More specifically, the 100 Hz square wave can be thought of as a bunch of harmonics at frequencies 100 Hz, 200 Hz, 300 Hz, and so on — well, actually 100 Hz, 300 Hz, 500 Hz, and so on. For a square wave there are no even harmonics. These harmonics have different amplitudes. The 300 Hz one is 1/3 the amplitude of the 100 Hz one, the 500 Hz one is down 1/5, and so on. Add the harmonics with those amplitudes all together and you get a square wave.

Harmonics of a square wave and their sum
What does the filter do to these harmonic amplitudes? The output amplitude is $l \frac{2\pi fRC}{\sqrt{1+(2\pi fRC)^2}}$ times the input amplitude. For frequency $l f$ equal to 100 Hz, with RC = 15 ms, that works out to… 0.994418. The first harmonic is attenuated by a whopping half a percent! For 300 Hz it’s 0.999375 — down about 0.06%. For the higher harmonics the effect is even smaller. These are all barely noticeable. So how do they result in such a distorted wave shape?
They don’t. Scale the harmonic amplitudes by the above amounts and add them up and you get… pretty much a square wave.
But the thing is, the filter doesn’t just change the amplitudes of the harmonics. It also changes their phases. Look back at that sine wave plot. Notice how the output is shifted relative to the input. The phase shift (in radians) is $l \arctan(1/(2\pi fRC))$. For the 100 Hz harmonic that works out to 6.1°. That’s not so tiny. For the 300 Hz harmonic it’s 2.0°, for the 500 Hz it’s 1.2°, and so on. Add up the harmonics with attenuated amplitudes and phase shifts, and yes indeed, you get the kind of distorted shape we saw above.

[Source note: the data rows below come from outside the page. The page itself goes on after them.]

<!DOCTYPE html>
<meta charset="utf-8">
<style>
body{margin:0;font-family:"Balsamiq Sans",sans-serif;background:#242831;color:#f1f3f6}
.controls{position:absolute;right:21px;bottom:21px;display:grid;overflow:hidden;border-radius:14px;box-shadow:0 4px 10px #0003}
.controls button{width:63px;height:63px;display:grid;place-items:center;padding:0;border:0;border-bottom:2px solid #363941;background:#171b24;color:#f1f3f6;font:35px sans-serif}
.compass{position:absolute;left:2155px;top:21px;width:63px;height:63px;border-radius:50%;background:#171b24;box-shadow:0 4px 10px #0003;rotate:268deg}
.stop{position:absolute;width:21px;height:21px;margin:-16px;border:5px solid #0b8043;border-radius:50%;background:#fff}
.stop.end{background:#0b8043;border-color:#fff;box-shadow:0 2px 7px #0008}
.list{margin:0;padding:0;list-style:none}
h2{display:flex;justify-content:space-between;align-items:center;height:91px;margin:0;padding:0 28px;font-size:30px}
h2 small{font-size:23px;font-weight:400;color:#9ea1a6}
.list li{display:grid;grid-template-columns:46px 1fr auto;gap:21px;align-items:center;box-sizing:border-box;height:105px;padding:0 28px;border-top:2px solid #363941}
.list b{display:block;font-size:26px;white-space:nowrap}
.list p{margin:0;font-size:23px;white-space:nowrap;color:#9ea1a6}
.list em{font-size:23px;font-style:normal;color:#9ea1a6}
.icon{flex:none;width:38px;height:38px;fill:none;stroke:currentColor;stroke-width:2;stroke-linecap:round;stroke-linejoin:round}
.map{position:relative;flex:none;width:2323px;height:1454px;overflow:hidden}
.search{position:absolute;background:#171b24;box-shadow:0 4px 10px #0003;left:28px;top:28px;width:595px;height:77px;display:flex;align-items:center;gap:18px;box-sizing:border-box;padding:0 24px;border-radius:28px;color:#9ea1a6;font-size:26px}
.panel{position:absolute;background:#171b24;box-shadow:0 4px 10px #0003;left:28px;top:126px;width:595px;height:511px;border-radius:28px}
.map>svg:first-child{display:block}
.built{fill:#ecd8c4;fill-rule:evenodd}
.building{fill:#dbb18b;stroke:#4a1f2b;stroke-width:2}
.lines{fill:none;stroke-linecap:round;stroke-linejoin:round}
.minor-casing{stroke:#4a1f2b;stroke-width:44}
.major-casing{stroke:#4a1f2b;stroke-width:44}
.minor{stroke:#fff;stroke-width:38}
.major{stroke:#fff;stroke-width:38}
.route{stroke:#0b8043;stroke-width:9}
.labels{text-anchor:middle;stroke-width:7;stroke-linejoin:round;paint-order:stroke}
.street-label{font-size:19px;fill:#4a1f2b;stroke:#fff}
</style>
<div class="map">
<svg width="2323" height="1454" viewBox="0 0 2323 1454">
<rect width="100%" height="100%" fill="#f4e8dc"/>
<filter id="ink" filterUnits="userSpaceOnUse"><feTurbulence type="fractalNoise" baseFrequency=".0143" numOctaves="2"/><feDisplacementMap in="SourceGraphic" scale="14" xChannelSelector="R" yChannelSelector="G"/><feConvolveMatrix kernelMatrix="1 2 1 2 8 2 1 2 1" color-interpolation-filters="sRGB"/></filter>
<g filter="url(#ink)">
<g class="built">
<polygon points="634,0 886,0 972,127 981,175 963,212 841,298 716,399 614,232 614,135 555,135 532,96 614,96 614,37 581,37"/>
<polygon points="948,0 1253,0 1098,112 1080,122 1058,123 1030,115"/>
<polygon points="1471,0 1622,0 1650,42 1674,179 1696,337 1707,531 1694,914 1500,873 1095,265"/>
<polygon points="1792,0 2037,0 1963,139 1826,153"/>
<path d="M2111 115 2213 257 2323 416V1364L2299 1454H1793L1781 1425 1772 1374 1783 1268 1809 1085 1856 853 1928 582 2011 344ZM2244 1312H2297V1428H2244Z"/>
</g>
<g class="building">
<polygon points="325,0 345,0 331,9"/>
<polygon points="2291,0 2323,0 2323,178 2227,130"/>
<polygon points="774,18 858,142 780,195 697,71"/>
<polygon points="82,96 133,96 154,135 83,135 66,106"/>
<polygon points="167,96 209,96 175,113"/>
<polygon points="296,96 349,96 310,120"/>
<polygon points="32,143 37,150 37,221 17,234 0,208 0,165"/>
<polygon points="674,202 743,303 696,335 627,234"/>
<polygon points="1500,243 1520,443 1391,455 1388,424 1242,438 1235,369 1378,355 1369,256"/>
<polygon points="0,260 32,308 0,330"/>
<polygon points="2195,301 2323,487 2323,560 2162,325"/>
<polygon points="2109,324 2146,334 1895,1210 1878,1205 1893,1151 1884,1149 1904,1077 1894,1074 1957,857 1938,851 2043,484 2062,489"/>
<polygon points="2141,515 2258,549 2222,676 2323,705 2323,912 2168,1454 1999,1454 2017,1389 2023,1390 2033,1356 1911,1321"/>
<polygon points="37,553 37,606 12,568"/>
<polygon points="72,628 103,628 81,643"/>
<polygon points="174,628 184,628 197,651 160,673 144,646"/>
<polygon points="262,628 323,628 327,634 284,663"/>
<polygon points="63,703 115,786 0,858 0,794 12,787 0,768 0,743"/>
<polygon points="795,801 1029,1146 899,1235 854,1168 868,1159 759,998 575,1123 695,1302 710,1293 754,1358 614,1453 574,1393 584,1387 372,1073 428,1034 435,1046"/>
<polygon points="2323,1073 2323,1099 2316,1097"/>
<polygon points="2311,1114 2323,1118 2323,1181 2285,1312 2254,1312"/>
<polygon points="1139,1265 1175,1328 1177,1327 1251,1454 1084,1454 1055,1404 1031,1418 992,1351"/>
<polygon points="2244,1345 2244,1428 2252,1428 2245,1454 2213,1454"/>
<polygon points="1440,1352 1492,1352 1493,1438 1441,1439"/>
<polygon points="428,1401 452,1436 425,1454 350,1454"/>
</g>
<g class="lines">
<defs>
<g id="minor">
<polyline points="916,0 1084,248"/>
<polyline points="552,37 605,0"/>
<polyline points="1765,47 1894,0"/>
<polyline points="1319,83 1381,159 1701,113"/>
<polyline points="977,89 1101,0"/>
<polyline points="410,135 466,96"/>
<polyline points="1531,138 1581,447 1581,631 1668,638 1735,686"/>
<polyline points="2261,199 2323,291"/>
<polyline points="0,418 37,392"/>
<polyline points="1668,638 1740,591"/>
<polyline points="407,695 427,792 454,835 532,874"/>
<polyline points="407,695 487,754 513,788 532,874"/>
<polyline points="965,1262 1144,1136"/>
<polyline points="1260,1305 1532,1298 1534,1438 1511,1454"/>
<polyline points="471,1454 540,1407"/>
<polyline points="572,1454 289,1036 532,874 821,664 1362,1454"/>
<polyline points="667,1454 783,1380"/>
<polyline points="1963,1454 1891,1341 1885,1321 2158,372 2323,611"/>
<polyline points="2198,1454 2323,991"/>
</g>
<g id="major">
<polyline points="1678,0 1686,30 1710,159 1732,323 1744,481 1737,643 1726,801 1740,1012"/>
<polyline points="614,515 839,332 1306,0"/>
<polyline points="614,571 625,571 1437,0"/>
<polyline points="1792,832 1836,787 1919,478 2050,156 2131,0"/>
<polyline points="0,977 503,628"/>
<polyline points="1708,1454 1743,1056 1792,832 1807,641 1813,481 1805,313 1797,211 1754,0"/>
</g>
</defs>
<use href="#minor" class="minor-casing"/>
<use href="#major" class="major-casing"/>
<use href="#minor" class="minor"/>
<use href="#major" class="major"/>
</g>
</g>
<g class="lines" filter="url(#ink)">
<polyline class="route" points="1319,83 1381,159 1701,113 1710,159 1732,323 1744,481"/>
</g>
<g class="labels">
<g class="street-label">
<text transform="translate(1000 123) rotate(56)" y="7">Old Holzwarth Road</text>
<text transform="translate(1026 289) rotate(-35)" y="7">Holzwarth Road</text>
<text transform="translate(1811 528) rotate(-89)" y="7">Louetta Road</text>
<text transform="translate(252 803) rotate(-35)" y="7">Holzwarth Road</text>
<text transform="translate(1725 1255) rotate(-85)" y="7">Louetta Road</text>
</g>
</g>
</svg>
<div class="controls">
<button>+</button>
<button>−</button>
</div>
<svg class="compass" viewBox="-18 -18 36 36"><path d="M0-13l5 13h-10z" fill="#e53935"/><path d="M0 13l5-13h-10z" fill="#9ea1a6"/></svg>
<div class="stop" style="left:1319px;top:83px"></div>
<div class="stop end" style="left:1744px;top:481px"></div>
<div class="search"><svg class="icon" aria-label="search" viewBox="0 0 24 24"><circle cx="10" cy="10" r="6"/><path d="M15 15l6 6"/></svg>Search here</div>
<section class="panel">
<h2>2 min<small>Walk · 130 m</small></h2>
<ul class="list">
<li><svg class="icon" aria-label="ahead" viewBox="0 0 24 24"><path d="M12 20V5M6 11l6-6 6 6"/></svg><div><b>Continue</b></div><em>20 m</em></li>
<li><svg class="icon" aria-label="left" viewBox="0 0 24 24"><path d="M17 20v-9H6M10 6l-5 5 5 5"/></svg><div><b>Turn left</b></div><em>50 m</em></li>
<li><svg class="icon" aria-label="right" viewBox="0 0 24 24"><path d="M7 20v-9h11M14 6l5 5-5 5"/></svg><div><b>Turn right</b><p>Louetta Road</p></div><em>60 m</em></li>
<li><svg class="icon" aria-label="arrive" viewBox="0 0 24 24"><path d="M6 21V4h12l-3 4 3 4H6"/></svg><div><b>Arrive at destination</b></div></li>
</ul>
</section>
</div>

Harmonics of a filtered square wave and their sum
Even though we’re a decade above cutoff, the phase shifts are still just large enough to conspire to make the shape of RC decay. In fact, most of the change in shape is due to the phase shift of just the first harmonic:

Same, but with first harmonic phase shift set to zero
So yes, the filter does significantly change the wave shape. But does it change the sound? Not really. What the ear is good at hearing are harmonic amplitudes; harmonic phases, not so much. The harmonic amplitudes are barely affected here, with the result that you’d be hard pressed to hear any difference between the filtered and unfiltered signals. So you can go ahead and do AC coupling with a filter cutoff around 10 Hz — the result might look dreadful on your scope, but it’ll sound fine to your ears.
Added: Here’s what you get if you sum the harmonics of a square wave up to n=51 and then vary the phase shift of the first harmonic from 0 to 6°.

Sum of the harmonics of a square wave up to n=51 with phase shift of the first harmonic varying from 0 to 6°.